A special type of boureki is found in the local cuisine of Crete and especially in the area of Chania. It is a pie filled with sliced zucchini, sliced potatoes, mizithra or feta cheese and spearmint, and may be baked with or without a thick top crust of phyllo. In Venetian Corfu, boureki has also been known under the name of burriche and were filled with meat and leafy greens.

It is not exactly Greek, as the Bulgarians, Armenians  and the Turks have their own types and maybe our eastern neighbors should get the credit for that one but in the end of the day all foods come from some place.

The name is not so important as in the end of the day it is different style of pie. What is important in this case, was the fact that it was my first attempt for making a pie! (or a borek if you prefer)

So after a lot of preparation and persistence I managed to create the following –personal cigar borek.

Ingredients for cooking Boreki

  • 400-500gr of minced meat beef.
  • 1 onion finely chopped
  • Olive Oil
  • ½ glass of white whine
  • 1 egg
  • 100-150 gr of Feta Cheese trimmed (or any other cheese of your choice)
  • ½ small spoon of chili powder
  • 1 small spoon of cumin

How to Cook Boreki

Sooo..in a big frying pan we put some olive oil and spread it, add the onions and the minced meat.
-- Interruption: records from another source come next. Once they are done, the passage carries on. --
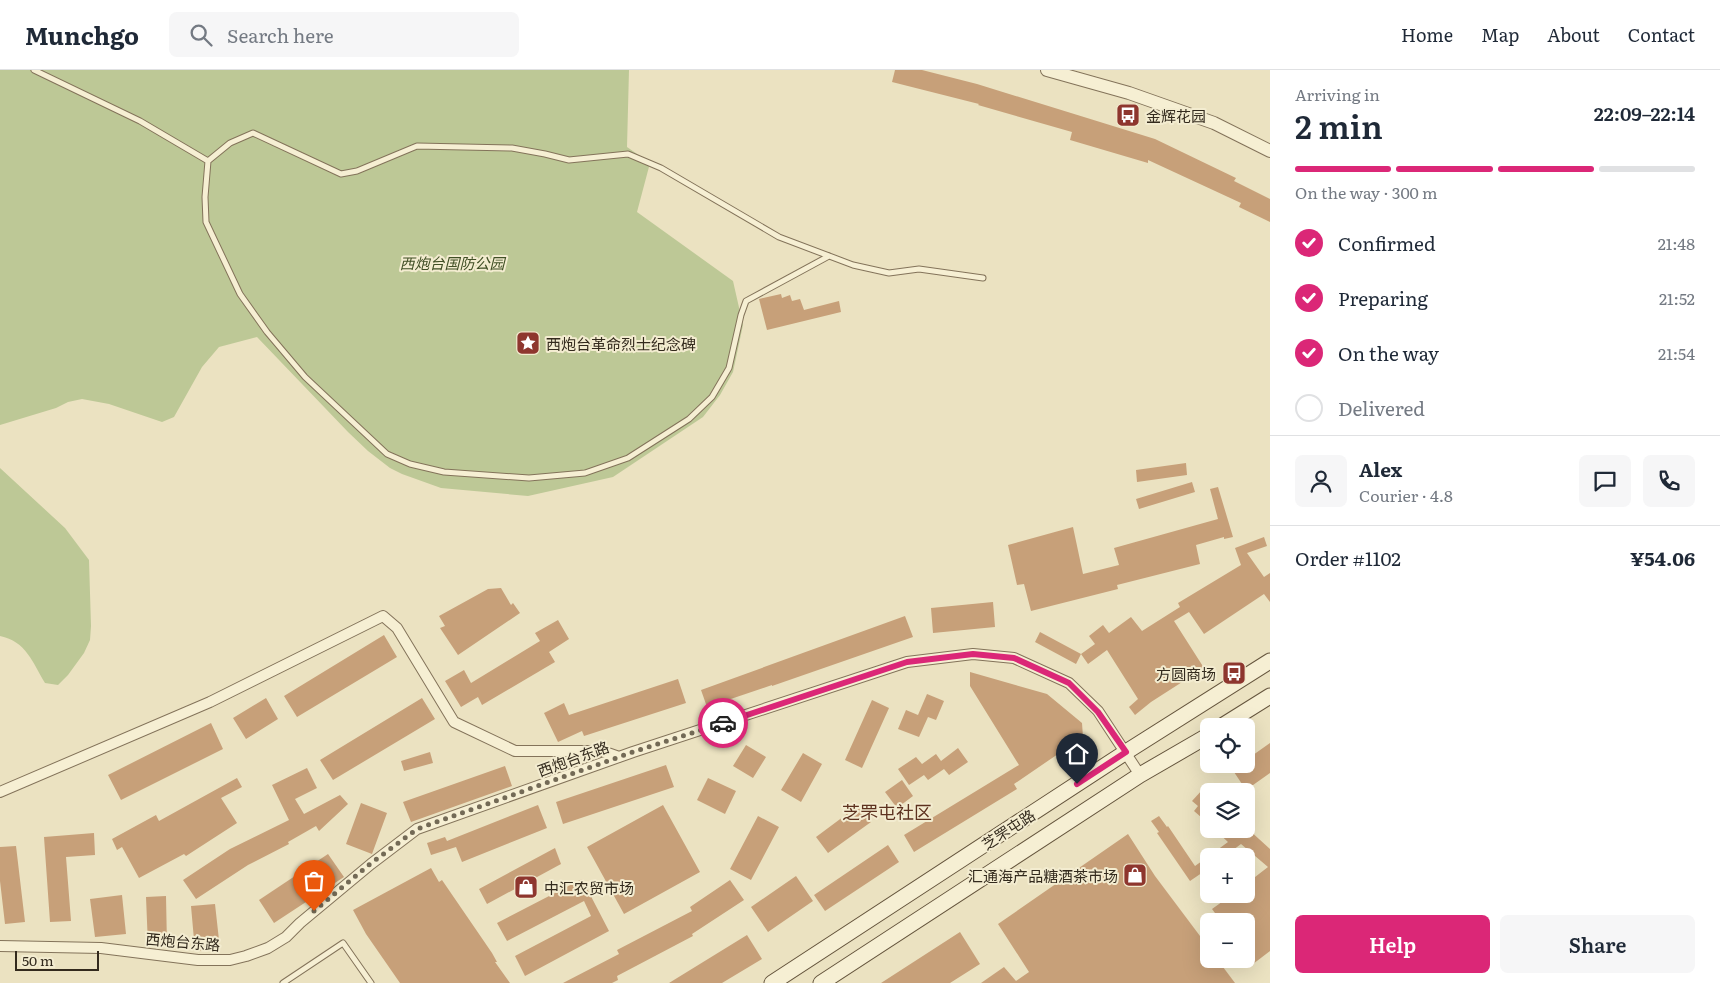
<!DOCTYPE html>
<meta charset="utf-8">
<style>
:root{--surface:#fff;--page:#f6f6f7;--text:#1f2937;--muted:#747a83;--line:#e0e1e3;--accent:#db2777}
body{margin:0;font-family:Literata,"Noto Sans SC",serif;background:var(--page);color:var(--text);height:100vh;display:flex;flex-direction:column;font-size:19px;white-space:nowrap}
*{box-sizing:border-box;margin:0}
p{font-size:16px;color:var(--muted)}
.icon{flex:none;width:28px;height:28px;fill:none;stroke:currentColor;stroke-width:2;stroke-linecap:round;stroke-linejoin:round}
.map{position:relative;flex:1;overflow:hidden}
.details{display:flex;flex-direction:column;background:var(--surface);width:450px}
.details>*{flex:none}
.fabs{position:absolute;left:1200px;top:648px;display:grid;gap:10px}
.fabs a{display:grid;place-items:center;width:55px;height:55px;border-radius:8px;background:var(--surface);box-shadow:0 5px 20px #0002;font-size:25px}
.scale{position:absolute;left:15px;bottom:12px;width:84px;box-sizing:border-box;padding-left:5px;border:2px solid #332a1d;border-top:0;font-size:14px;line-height:18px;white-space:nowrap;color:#332a1d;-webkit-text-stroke:4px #f3ecd0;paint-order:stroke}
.pin{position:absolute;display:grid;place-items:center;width:42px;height:42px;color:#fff;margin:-51px -21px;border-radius:50% 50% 50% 0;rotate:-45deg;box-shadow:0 0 5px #0007}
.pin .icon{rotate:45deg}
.courier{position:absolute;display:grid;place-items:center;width:50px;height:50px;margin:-25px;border:4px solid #db2777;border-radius:50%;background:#fff;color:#222;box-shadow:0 1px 6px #0007}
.headline em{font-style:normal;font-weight:600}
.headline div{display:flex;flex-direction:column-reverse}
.headline{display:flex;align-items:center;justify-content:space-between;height:85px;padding:0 25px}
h1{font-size:32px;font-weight:600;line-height:38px}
.bar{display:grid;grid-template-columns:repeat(4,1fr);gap:8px 5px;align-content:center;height:60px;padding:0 25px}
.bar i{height:6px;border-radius:4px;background:var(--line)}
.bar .selected{background:var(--accent)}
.bar p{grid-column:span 4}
.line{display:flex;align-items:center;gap:12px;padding:0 25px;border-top:1px solid var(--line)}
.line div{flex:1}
.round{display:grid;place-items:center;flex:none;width:52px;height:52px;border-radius:8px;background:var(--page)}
ol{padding:0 25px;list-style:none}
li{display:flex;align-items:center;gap:15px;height:55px}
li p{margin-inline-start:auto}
li .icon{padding:5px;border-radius:50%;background:var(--accent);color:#fff;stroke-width:4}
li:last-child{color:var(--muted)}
li i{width:28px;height:28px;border:2px solid var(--line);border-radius:50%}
.cta{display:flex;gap:10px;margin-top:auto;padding:10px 25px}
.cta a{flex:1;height:58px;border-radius:8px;background:var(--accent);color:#fff;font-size:20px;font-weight:600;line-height:58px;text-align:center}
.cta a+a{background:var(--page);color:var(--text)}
header{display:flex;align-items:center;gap:30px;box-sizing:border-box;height:70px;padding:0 25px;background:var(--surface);border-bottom:1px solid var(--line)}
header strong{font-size:24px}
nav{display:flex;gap:28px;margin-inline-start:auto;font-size:18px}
.search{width:350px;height:45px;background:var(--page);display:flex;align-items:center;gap:12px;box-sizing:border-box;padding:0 18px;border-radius:8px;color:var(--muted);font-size:19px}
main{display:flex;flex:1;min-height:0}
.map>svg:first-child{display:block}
.green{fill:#bdc896}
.building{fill:#c7a079}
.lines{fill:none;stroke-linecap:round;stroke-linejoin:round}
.service-casing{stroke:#83735a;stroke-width:7}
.minor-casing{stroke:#83735a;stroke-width:12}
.tertiary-casing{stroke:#83735a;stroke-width:14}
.secondary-casing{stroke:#65553d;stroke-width:17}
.service{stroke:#f6efd3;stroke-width:5}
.minor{stroke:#f6efd3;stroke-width:10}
.tertiary{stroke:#f6efd3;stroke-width:12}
.secondary{stroke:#f6efd3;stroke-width:15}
.done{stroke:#736a56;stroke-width:5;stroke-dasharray:0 9}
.route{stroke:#db2777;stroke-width:6}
.labels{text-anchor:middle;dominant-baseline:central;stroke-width:4;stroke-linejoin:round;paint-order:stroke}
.poi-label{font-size:15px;fill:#332a1d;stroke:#f3ecd0;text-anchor:start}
.park-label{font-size:15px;font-style:italic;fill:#404f25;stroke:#f3ecd0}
.street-label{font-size:15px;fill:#332a1d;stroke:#f3ecd0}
.quarter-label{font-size:18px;fill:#5d321f;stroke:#f3ecd0}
</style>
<header>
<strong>Munchgo</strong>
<div class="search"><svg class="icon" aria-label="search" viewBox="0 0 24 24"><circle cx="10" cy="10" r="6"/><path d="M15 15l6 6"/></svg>Search here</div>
<nav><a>Home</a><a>Map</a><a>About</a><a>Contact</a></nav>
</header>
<main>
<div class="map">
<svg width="1270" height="913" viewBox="0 0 1270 913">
<rect width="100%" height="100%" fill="#ebe2c1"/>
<path class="green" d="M0,0h629l-2,77 23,16 -13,49 96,69 10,44 -10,47 -13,23 -17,22 -90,60 -85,19 -87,-8 -39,-14 -12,-6 -22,-17 -20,-19 -91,-95 -38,10 -17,20 -28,50 -12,5 -53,-18 -27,-5 -14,3 -12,6 -56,17z
M0,398l65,60 24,32 2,66 -1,14 -6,13 -16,22 -10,10 -13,-2c-12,-20 -19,-42 -45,-47z"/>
<path class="building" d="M895,0h27l55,14 178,55 81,39 -2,3 36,18v23l-31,-15 2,-4 -93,-43v3l-78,-23 2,-8 -94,-27 1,-1 -87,-22z
M781,224l1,4 8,-3 2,6 8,-2 4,11 35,-9 2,11 -74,18 -8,-31z
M1186,393l1,12 -50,7 -1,-12z
M1192,412l3,10 -56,17 -3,-10z
M1218,417l15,50 -9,2v-2l-28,8 4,19 -83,21 1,4 -87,22 -7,-27 -7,1 -9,-40 65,-18 10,47 36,-9 -5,-17 104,-29 -8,-30z
M1264,467l3,9 -20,7 17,24 6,-4v29l-6,-8 -60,40 -15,-22 -15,9 30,47 -53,34 -16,13 -6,-8 9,-8 -31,-49 -19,14 -7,-10 14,-10 -6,-8 14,-11 6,8 22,-16 11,14 38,-24 -2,-4 63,-38 -6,-17z
M501,518l10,17 2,-2 7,10 -62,42 -18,-27 5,-2 -6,-10 49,-27z
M993,532l2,25 -62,6 -2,-25z
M905,546l8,21 -141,49v-1l-65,22 -6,-17z
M558,550l11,19 -20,13 6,10 -73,43 -4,-8 -17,10 -16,-26 19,-11 7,13 69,-42 -5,-8z
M1040,562l41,22 -5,10 -41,-22z
M384,565l13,22 -100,60 -13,-21z
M970,602l77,22 35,29 1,14 -69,47 3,5 -103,63 -10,-17 115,-70 -49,-79z
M678,609l8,24 -102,33 -2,-5 -24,11 -14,-29 20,-10 5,12z
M927,624l17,7 -8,19 -8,-3 -9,20 -21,-8 8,-19 12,5z
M266,628l12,21 -32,20 -13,-21z
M422,628l13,21 -102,61 -13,-20z
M872,630l17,8 -27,60 -17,-8z
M211,653l12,26 -102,51 -13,-25z
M1270,673v30l-24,17 -14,-21 8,-5h6v-4z
M746,675l20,12 -13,21 -20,-12z
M958,678l10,14 -19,13 -5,-6 -16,11 -4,-5 -15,10 -11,-16 18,-12 6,7 14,-10 5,7z
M430,682l3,11 -29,8 -3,-10z
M803,683l19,11 -21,38 -20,-12z
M666,695l8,22 -111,37 -7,-22z
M505,696l7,20 -101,36 -8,-20z
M307,698l10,20 -22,11 9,15 36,-19 8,9 -29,27 -3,-5 -28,16 1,2 -41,21 -52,34 -13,-19 47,-31 59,-29 -17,-35z
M237,708l5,9 -21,11 16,25 -51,33 -2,-2 -45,24 -17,-31 -5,3 -5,-11 44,-24 3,6z
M708,708l28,13 -11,23 -28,-14z
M902,710l11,16 -16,12 -12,-16z
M1203,719l6,6v29l-15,-13 4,-5 -6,-5z
M361,733l26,10 -15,41 -26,-10z
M538,735l9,23 -85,34 -6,-15 -25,8 -4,-12 18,-6 2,4z
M663,735l37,67 -76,42 -37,-67z
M859,735l12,17 -43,31 -12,-16z
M758,746l21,11 -28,53 -21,-11z
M1159,746l8,11 1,-1 27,40 14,-10v12l-19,13 -33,-48 2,-1 -8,-11z
M1214,759h34l22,20v102l-17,13 -7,-9v-34h-25l-9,-12 21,-15h13v-10l22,-17 -27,-23 -16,12h-16l19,-14z
M94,763l1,22 -29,2 5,64 -21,1 -6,-85z
M1128,764l27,42 54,72v11h8l18,24h-254l23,-16 12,14 13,-9 -31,-48z
M888,775l11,17 -74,49 -11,-16z
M16,776l9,76 -20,2 -5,-43v-34z
M555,778l6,16 -74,40 -8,-15z
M328,784l16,23 -70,46 -15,-23z
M431,798l8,14 3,-2 37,54 13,19 5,9h-2l15,21h-110l-34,-49 -13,-24z
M796,806l17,25 -45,31 -17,-25z
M582,809l27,52 -84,45 -10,-20 76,-40 -7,-15 -77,40 -10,-18z
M730,810l14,20 -52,34 1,2 -76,40 1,4 -6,3h-49l56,-29 -2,-4 75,-39 -2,-4z
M122,825l4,39 -31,3 -5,-38z
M166,826l1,50h-19l-2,-49z
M215,834l5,45 -25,2 -4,-45z
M960,862l20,32 -30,19h-69z
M747,865l15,24 -40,24h-53z"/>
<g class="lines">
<g class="service-casing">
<path id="service" d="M34,0l106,51 68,40 22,-18 23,-10 88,41 16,-3 60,-25 95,2 33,6 24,6 59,-6 33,14 118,69 74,28 36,8 30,-4 64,9
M208,91l-3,36 1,25 34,72 27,38 38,45 82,77 23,10 34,8 85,6 56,-5 43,-15 61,-39 23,-22 17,-29 12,-53 5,-14 83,-45
M283,913l60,-40 28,40"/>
</g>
<g class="minor-casing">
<path id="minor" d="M0,722l210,-90 173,-86 14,12 57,94 61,29h87l17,6
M0,876l101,2 97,12h32l16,-4 22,-8 18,-11 14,-14 71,-59 46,-35 216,-77 274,-90 66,-8 41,4 55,25 29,28 42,64"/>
</g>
<g class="tertiary-casing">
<path id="tertiary" d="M1047,0l82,23 85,30 56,28"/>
</g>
<g class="secondary-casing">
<path id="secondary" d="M1222,656l48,-30
M772,913l354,-231 144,-91
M821,913l319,-208 69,-40"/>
</g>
<use href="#service" class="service"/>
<use href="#minor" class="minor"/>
<use href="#tertiary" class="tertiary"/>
<use href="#secondary" class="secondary"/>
</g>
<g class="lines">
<path class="done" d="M314,841l56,-47 47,-35 216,-77 90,-29"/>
<path class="route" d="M723,653l184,-61 66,-8 41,4 55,25 29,29 28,40 -49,32"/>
</g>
<defs>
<g id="bus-square" transform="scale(1.25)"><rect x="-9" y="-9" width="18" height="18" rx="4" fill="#8e362e" stroke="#f3ecd0"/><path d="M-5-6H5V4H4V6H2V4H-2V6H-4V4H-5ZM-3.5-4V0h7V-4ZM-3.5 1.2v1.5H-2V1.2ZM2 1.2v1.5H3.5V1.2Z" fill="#fff"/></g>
<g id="sight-square" transform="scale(1.25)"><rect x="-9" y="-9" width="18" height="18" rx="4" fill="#8e362e" stroke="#f3ecd0"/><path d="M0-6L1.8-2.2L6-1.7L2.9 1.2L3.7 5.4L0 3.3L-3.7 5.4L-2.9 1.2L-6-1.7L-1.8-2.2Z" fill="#fff"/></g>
<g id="shop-square" transform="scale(1.25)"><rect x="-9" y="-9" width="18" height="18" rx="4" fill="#8e362e" stroke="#f3ecd0"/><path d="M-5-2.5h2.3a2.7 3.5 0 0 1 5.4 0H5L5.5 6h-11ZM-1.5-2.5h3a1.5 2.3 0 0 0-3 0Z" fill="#fff"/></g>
</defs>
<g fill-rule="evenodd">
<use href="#bus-square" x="1128" y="45"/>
<use href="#sight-square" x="528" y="273"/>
<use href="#bus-square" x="1234" y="603"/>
<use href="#shop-square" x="1135" y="805"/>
<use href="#shop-square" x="526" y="817"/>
</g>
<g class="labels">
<g class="poi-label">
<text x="1146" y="45">金辉花园</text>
<text x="546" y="273">西炮台革命烈士纪念碑</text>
<text x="1216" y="603" text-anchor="end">方圆商场</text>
<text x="1118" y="805" text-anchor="end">汇通海产品糖酒茶市场</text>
<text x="544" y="817">中汇农贸市场</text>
</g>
<g class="park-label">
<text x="452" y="192">西炮台国防公园</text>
</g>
<g class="street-label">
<text transform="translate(573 688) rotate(-20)">西炮台东路</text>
<text transform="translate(1008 759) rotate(-33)">芝罘屯路</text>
<text transform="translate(183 871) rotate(5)">西炮台东路</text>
</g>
<g class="quarter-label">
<text x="887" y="741">芝罘屯社区</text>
</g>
</g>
</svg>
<div class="fabs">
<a><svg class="icon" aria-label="locate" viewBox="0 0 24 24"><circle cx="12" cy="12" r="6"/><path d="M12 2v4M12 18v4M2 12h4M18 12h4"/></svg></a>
<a><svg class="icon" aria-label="layers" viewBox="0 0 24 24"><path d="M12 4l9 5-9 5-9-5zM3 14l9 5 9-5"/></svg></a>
<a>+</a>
<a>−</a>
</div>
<div class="scale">50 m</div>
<div class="pin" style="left:314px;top:841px;background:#ea580c"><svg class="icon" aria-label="bag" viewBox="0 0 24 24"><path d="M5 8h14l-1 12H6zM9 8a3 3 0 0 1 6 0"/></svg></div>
<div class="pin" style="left:1077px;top:714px;background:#1f2937"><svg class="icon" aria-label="home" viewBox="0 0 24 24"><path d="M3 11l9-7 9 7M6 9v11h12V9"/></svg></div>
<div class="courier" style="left:723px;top:653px"><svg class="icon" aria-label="car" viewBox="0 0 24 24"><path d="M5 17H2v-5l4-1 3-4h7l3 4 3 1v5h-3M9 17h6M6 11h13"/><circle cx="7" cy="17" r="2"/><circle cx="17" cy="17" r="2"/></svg></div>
</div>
<section class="details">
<div class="headline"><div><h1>2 min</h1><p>Arriving in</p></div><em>22:09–22:14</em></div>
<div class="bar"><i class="selected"></i><i class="selected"></i><i class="selected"></i><i></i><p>On the way · 300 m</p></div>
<ol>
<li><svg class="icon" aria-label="check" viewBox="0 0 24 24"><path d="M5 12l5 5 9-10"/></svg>Confirmed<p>21:48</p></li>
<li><svg class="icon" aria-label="check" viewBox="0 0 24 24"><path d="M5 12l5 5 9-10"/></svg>Preparing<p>21:52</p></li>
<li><svg class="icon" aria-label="check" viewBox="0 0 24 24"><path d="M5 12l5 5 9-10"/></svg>On the way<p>21:54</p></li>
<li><i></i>Delivered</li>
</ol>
<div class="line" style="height:90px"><a class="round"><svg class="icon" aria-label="person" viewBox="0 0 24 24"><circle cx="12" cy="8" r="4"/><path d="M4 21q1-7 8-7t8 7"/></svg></a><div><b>Alex</b><p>Courier · 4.8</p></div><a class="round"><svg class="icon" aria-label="chat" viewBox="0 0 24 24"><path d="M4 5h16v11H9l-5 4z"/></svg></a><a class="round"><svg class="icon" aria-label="phone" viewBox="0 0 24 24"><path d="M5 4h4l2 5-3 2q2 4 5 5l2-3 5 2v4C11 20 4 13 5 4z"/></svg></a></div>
<div class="line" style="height:65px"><div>Order #1102</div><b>¥54.06</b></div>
<div class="cta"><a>Help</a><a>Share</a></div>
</section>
</main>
Add all your seasoning and stir to go everywhere. Pour the glass of the white wine and let it boil until all the liquids evaporate.

We let our filling to cool and in the mean time we prepare the pastry.  Take each the pastry leaves and cut them in three-four sizes vertically. Put some olive oil with a brush, or if you are an amateur like me use your fingers.

As the filling has cool down now, add the trimmed feta cheese and the egg and stir it to go all over the minced meat.

Now open each phylo pastry leave (put 2 if you feel it is better to hold the filling) and we add our minced meat and feta cheese filling.

We roll them up as we would for a cigar. Obviously the size depends on us, I have to admit my was kind of big…

Put them in a big pan that you have covered with butter so they won’t stick and bake them until they become kind of red from the outside.

Obviously the filling was the one that I had at that time available in my place. As I said there are many traditional ways in Greece they do those borek and they differ from place to place.  Either way wherever you go in Greece (or even Turkey, Bulgaria, Armenia or any other eastern country) you will find some style of borek.